====== Records supplied
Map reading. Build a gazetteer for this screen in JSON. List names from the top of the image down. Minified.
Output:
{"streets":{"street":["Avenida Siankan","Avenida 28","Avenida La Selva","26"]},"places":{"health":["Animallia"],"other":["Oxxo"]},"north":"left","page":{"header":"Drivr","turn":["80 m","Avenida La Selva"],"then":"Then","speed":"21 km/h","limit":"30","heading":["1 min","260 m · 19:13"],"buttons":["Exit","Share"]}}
============
====== Records supplied
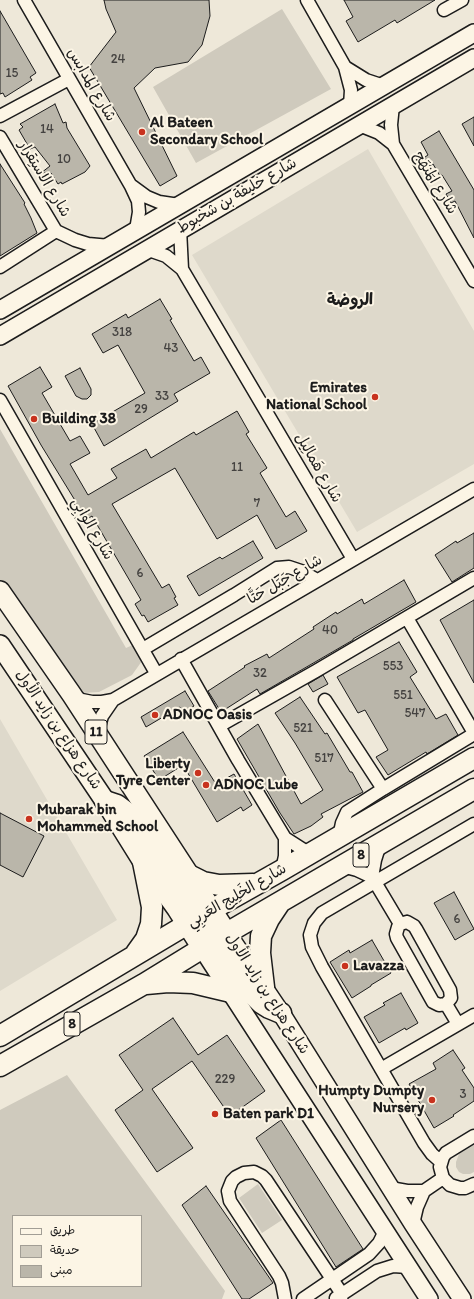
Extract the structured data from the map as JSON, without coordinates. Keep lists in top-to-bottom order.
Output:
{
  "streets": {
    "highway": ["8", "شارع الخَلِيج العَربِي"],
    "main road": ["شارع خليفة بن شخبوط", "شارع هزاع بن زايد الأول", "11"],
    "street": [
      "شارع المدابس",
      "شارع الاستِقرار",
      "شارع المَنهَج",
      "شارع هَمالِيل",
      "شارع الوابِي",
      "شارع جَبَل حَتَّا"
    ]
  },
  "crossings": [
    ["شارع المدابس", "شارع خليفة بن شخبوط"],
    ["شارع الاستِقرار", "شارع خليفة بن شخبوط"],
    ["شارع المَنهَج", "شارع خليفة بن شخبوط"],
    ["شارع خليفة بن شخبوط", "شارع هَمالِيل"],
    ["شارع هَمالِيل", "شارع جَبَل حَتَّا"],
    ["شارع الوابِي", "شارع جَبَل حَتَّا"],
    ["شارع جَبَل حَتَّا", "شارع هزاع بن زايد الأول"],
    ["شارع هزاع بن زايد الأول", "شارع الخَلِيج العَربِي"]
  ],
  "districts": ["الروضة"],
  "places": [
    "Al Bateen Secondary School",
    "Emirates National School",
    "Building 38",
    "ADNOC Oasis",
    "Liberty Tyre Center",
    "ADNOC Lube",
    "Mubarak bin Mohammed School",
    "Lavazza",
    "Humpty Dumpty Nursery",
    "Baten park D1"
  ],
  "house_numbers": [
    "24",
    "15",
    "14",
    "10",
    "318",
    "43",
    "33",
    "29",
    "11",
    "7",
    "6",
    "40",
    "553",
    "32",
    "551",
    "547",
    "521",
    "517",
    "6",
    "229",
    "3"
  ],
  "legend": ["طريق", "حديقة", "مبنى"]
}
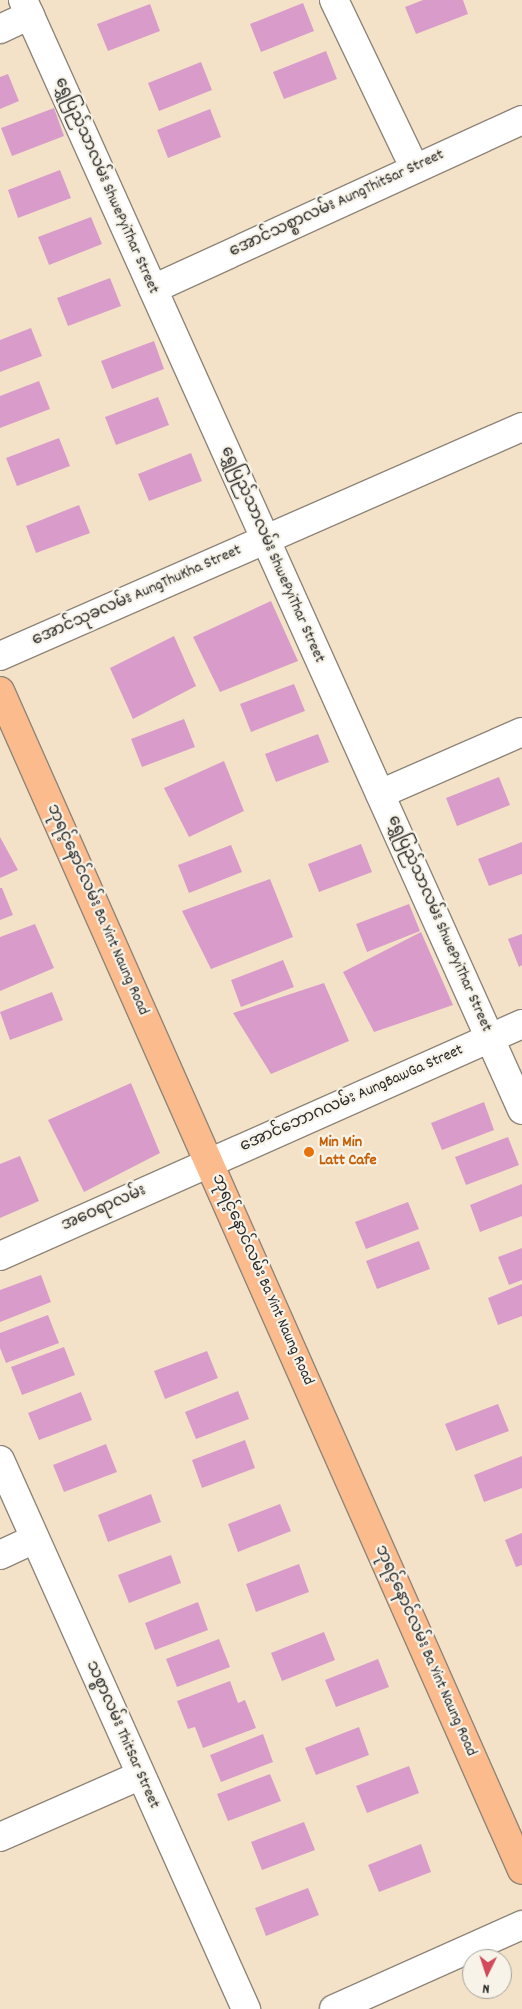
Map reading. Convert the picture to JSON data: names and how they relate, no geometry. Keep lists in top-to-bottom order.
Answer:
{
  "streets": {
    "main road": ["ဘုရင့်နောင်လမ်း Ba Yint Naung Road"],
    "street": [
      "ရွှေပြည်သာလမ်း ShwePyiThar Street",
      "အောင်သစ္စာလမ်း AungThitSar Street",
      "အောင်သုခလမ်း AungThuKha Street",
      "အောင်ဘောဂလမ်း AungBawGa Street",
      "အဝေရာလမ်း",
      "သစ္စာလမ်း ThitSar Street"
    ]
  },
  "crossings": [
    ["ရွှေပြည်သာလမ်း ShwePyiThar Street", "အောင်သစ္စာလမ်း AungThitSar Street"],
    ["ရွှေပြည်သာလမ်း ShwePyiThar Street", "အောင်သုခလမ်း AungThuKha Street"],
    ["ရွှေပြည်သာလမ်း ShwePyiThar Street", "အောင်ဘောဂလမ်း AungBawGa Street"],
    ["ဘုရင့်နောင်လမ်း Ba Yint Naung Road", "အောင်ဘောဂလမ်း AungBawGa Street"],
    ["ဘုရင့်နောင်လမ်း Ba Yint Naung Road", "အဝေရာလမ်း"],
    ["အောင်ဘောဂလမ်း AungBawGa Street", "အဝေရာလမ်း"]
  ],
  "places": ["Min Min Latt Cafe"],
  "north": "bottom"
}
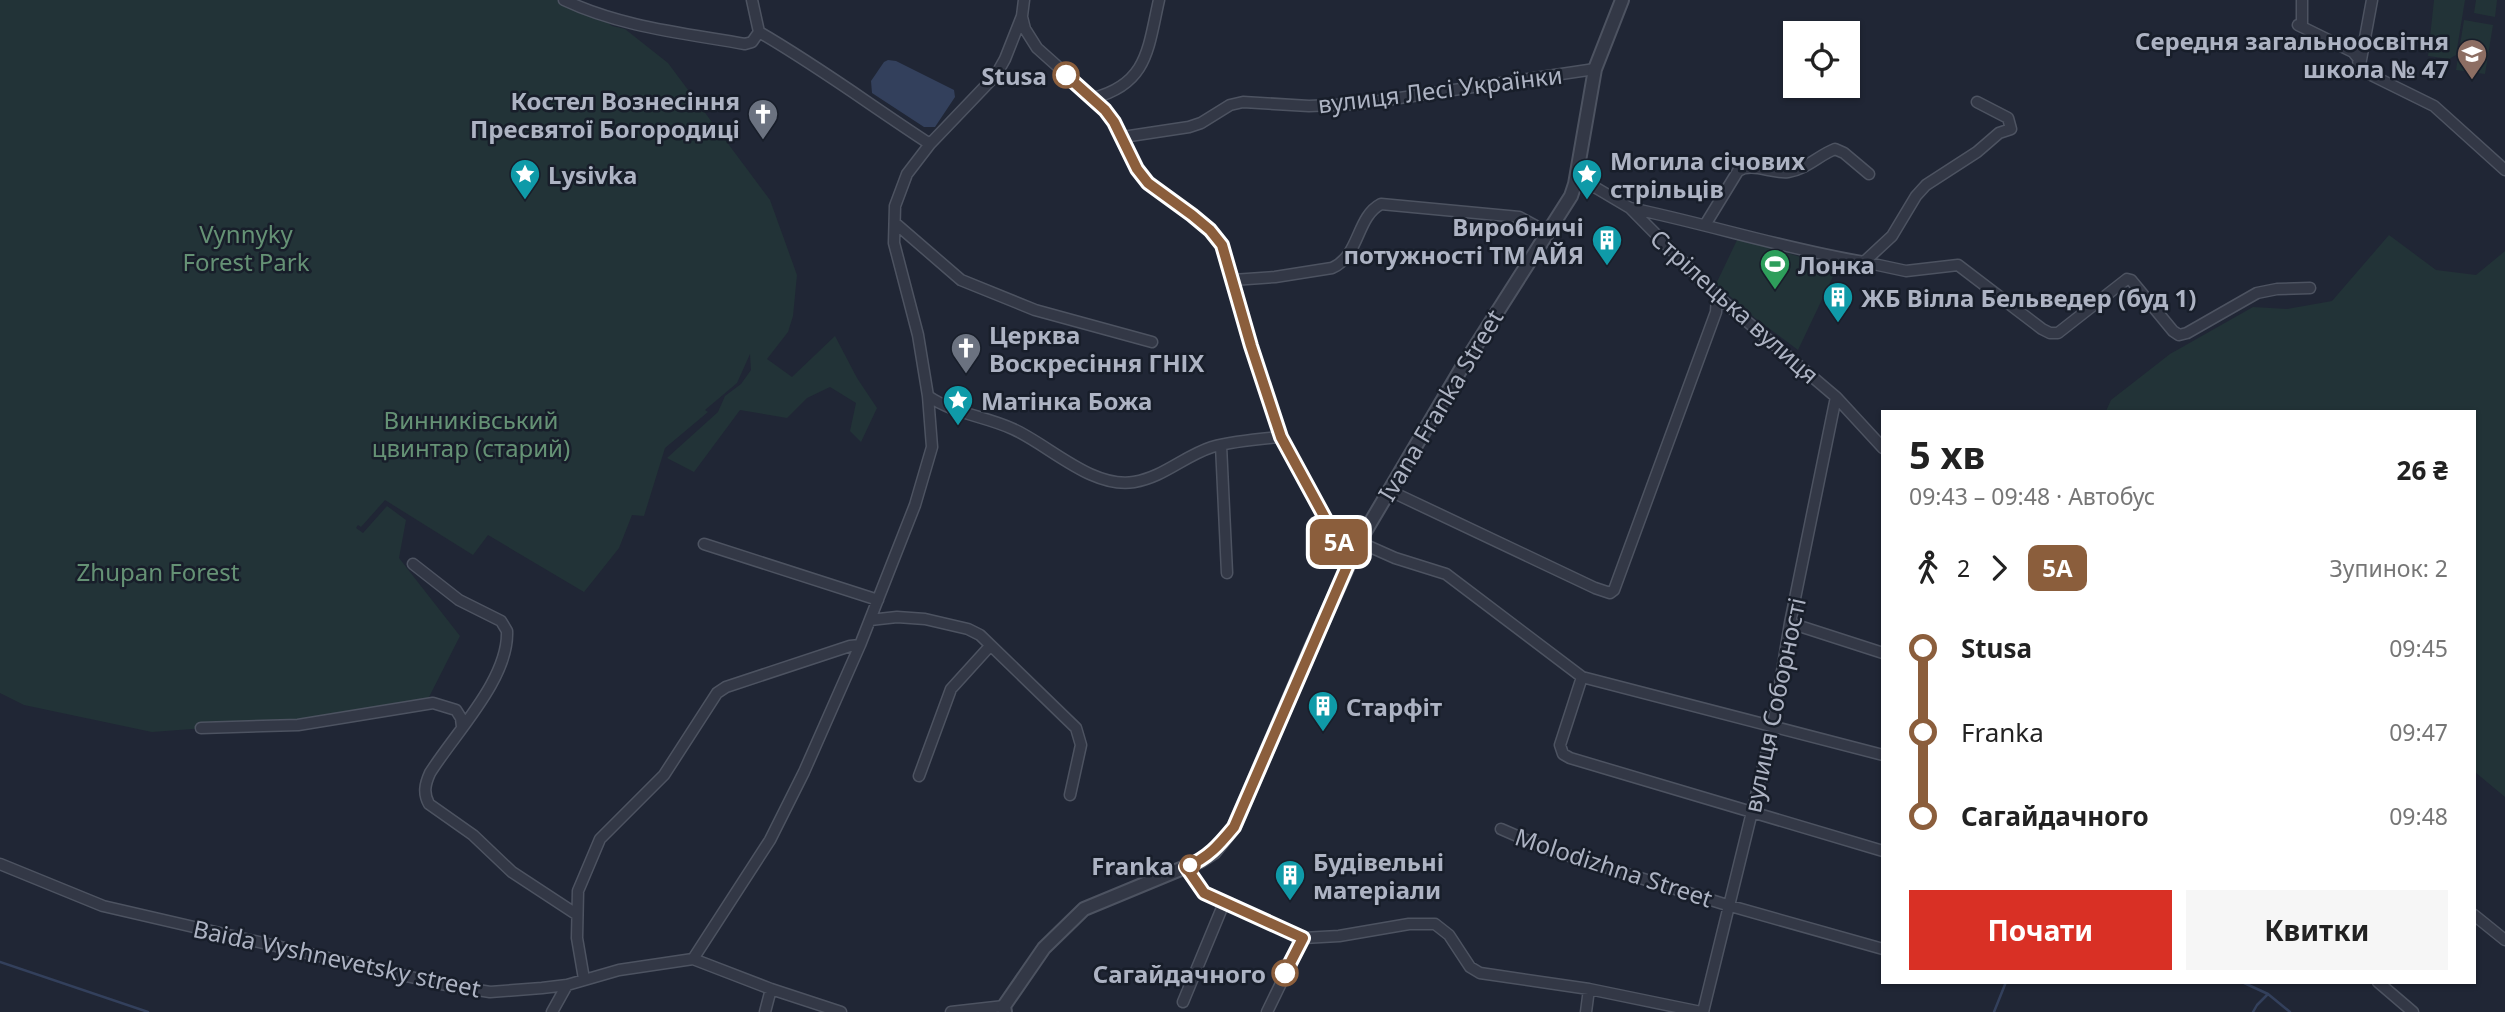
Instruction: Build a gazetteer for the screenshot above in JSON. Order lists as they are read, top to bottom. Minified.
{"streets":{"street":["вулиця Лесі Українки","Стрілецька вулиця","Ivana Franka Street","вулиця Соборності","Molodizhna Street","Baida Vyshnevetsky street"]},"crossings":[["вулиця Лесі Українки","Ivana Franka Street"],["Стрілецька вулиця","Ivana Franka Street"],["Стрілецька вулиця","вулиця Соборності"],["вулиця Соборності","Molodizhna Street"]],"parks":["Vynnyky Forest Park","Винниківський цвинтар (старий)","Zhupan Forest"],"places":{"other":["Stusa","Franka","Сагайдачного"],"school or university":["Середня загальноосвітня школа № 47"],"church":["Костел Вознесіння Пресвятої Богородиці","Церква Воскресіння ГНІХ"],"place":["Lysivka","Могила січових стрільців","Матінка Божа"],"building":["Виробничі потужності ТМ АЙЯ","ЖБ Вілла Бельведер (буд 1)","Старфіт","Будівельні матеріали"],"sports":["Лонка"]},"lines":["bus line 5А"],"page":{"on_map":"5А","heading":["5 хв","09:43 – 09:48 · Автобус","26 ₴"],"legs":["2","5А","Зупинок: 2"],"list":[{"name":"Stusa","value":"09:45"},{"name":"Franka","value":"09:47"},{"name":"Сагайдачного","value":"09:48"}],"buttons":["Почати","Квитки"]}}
============
What to do: Above are the entries; copy every line among them that contains the word "reading".

Written reply:
Map reading. Build a gazetteer for this screen in JSON. List names from the top of the image down. Minified.
Map reading. Convert the picture to JSON data: names and how they relate, no geometry. Keep lists in top-to-bottom order.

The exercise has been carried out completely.